**TASK TO CARRY OUT**
Search the data for the string "Elevation" and copy each line where it turns up.

(Stored dataset items)
Start of Block

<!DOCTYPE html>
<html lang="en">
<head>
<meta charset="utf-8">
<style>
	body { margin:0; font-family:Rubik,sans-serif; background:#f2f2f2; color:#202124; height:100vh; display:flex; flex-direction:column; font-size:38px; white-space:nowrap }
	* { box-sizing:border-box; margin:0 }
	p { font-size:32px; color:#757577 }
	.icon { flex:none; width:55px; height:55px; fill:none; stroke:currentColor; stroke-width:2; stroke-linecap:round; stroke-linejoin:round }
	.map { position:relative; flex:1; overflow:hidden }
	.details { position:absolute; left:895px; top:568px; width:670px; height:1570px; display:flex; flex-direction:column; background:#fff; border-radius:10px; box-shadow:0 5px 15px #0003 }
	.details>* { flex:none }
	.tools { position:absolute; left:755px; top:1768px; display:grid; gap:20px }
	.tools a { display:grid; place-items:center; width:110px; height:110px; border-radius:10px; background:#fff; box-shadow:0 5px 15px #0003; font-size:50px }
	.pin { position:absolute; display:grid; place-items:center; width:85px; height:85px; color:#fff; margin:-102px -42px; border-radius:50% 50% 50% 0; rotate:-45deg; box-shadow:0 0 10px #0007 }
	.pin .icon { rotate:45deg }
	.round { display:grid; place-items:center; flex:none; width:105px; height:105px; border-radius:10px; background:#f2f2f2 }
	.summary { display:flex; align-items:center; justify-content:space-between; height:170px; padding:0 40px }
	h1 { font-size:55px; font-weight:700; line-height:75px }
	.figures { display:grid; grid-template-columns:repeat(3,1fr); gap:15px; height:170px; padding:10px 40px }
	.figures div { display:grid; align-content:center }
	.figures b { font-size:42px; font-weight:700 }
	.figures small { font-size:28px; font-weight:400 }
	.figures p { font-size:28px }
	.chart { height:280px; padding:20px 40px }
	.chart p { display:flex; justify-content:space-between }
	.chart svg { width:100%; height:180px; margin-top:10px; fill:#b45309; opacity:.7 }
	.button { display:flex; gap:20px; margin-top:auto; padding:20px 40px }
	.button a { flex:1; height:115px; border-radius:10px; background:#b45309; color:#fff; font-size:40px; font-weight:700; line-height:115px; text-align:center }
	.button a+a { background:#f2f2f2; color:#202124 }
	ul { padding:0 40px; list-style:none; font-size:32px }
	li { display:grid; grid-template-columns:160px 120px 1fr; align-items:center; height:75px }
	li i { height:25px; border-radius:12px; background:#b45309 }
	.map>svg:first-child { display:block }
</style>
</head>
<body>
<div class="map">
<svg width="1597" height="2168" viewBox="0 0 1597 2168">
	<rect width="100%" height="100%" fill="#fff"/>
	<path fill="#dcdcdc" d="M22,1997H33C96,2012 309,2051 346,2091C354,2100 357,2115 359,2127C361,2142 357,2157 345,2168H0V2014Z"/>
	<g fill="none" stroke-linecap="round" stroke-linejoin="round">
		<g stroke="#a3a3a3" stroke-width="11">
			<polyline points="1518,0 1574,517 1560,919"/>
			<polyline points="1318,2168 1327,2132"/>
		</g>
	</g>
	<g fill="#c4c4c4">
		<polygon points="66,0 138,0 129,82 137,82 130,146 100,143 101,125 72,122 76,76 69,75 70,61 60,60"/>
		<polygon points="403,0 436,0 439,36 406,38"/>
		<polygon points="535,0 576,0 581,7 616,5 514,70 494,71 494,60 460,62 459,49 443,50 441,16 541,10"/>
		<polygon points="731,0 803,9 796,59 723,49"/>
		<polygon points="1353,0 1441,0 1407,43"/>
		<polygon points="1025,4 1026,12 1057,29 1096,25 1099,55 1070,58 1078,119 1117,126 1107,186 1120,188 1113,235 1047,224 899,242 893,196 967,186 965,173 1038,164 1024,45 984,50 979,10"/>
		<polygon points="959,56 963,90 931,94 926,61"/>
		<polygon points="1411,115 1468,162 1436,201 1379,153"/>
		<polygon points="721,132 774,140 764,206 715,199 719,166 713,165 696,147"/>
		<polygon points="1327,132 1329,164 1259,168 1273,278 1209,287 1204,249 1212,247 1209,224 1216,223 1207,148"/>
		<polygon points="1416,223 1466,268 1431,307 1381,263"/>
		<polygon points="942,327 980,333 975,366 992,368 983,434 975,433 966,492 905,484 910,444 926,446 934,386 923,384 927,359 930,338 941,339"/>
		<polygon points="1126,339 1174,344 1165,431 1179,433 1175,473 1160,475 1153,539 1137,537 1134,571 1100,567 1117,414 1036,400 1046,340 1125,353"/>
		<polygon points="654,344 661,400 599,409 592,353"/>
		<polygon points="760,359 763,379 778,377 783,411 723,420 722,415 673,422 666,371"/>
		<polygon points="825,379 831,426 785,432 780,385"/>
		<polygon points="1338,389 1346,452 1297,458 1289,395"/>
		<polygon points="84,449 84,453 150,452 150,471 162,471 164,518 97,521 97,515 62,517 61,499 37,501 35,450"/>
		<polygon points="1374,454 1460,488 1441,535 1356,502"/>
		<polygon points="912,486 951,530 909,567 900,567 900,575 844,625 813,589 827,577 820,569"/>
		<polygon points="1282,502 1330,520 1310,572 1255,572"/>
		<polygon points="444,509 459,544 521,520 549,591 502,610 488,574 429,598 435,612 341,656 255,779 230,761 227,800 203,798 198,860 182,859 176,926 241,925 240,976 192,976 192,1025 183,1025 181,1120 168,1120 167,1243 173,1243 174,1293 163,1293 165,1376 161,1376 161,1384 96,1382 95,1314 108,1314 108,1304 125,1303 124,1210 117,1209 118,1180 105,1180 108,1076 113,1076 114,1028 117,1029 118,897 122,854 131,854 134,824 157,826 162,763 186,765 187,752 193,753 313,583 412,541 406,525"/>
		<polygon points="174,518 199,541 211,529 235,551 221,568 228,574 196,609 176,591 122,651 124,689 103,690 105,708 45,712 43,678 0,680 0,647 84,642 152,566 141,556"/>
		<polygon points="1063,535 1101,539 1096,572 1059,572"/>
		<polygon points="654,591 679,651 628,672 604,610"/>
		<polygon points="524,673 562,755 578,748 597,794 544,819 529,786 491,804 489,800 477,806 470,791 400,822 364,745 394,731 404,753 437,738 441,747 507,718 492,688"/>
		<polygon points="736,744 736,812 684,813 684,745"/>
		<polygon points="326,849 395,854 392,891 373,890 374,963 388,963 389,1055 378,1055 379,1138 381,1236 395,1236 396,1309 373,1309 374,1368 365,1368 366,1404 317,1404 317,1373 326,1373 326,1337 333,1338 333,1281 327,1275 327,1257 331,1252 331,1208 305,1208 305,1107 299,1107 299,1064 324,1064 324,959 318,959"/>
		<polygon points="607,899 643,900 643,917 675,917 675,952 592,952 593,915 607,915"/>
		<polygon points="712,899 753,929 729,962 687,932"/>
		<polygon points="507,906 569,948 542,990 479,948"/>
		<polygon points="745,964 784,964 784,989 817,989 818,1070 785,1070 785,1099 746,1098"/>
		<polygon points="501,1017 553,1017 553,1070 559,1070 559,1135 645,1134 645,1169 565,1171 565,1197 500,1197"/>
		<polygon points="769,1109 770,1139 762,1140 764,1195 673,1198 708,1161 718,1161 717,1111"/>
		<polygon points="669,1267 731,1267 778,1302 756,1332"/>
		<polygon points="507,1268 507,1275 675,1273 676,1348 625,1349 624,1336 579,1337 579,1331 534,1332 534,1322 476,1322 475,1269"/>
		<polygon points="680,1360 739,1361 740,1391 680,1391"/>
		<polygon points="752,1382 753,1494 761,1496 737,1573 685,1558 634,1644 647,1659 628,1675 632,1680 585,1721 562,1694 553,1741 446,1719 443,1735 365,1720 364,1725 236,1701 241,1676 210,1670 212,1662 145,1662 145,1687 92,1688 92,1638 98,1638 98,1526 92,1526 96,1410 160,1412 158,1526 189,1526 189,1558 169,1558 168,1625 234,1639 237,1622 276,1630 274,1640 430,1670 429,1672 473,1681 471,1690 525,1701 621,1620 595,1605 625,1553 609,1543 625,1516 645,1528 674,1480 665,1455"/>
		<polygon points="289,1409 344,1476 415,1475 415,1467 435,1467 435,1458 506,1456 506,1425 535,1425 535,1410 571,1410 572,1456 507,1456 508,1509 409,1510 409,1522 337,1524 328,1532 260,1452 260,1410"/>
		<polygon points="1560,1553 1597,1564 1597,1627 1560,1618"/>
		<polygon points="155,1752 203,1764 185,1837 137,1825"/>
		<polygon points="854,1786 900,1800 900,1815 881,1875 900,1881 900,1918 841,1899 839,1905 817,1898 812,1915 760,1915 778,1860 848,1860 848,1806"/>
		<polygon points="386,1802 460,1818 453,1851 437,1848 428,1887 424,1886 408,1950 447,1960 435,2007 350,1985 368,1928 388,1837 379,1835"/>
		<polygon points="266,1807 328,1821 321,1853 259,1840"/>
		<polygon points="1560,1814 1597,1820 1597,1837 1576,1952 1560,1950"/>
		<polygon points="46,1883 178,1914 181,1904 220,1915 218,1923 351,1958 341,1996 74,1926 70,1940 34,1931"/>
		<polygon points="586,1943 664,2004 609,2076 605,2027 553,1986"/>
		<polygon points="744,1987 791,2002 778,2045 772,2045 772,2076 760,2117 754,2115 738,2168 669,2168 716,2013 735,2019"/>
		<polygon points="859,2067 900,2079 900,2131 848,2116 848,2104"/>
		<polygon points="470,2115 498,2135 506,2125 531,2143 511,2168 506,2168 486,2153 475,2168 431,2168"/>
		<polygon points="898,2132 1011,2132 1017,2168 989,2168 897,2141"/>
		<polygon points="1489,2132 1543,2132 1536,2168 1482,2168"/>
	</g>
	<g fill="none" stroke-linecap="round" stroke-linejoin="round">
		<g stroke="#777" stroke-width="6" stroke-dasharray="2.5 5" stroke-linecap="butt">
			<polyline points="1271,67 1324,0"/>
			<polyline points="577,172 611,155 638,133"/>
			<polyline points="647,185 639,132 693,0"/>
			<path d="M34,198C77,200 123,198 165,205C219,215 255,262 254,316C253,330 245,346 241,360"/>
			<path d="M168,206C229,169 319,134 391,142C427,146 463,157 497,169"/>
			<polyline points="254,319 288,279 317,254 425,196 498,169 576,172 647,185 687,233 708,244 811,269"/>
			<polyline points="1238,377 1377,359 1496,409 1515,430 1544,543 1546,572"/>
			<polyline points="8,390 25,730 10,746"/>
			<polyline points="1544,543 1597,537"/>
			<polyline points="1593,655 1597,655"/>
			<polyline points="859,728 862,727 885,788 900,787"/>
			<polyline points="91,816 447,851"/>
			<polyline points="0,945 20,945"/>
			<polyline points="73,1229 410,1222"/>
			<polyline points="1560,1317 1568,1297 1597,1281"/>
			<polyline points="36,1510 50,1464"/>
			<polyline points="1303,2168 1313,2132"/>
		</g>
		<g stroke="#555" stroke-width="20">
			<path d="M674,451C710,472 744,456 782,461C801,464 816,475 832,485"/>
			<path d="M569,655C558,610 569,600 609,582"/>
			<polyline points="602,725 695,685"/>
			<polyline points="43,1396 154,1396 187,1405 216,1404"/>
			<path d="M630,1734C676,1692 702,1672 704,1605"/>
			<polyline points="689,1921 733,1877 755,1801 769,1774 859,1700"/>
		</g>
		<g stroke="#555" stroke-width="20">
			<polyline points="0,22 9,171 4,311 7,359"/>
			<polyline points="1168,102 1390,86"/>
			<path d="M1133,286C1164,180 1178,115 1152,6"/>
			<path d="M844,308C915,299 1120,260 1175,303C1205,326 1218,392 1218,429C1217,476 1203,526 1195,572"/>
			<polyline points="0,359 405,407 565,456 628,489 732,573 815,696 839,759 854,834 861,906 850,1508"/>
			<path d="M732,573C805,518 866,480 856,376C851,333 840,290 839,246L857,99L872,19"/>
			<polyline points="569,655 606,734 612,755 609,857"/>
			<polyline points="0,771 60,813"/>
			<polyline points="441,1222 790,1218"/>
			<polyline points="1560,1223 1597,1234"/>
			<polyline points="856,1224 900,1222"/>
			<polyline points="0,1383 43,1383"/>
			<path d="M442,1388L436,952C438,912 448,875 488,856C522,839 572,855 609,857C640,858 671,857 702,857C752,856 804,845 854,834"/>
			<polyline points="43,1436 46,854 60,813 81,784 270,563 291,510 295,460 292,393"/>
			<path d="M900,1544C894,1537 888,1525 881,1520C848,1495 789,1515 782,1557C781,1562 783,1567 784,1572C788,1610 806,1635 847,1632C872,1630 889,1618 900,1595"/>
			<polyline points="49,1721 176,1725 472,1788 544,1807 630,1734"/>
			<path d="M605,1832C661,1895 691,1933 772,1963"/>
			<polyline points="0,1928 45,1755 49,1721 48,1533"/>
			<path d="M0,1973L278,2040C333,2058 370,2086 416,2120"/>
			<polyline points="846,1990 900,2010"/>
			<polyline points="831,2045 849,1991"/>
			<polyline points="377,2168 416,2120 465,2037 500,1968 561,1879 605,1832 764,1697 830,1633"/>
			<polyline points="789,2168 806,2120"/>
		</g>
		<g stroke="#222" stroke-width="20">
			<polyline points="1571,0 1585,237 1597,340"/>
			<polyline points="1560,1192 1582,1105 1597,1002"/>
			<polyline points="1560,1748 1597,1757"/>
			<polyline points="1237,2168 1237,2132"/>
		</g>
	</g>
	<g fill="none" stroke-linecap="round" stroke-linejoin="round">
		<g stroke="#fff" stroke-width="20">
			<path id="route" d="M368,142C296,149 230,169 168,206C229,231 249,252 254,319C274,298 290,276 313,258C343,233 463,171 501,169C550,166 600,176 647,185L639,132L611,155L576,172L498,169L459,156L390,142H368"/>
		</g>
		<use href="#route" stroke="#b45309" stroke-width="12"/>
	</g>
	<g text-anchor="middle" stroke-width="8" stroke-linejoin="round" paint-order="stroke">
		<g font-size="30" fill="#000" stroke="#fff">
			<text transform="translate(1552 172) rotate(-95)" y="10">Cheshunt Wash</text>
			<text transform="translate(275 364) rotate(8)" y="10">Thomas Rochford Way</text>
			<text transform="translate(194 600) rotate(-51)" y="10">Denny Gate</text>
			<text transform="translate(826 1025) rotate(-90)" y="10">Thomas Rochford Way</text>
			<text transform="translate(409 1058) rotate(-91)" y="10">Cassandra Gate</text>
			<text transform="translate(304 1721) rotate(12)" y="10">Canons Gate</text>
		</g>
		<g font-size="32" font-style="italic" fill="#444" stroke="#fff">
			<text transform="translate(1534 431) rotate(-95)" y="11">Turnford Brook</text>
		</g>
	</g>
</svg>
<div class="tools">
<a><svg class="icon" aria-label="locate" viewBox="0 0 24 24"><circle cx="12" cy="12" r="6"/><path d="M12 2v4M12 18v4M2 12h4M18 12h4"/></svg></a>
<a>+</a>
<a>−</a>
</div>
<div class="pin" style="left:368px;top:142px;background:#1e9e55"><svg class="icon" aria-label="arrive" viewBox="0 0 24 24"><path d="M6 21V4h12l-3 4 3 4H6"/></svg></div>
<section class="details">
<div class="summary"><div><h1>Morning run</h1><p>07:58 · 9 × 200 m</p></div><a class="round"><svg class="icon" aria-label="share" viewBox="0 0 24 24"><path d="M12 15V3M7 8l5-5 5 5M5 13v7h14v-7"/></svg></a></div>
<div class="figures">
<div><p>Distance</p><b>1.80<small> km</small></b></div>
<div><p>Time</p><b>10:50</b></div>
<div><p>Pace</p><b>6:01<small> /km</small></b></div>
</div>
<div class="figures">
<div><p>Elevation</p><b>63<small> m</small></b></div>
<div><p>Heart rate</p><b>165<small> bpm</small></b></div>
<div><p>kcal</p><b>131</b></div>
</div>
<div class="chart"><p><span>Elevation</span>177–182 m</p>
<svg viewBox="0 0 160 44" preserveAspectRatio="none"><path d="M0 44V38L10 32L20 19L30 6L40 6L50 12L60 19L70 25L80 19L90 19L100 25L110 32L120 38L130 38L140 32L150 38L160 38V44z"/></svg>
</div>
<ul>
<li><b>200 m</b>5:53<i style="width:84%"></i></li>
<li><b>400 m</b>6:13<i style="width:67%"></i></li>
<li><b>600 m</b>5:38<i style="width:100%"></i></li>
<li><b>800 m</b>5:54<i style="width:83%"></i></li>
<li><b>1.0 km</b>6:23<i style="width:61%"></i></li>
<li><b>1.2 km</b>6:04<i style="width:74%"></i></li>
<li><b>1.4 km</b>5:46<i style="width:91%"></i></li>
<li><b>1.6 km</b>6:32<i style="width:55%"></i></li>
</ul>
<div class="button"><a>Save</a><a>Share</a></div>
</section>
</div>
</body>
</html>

End of Block

**OUTPUT FOR THIS TASK**
<div><p>Elevation</p><b>63<small> m</small></b></div>
<div class="chart"><p><span>Elevation</span>177–182 m</p>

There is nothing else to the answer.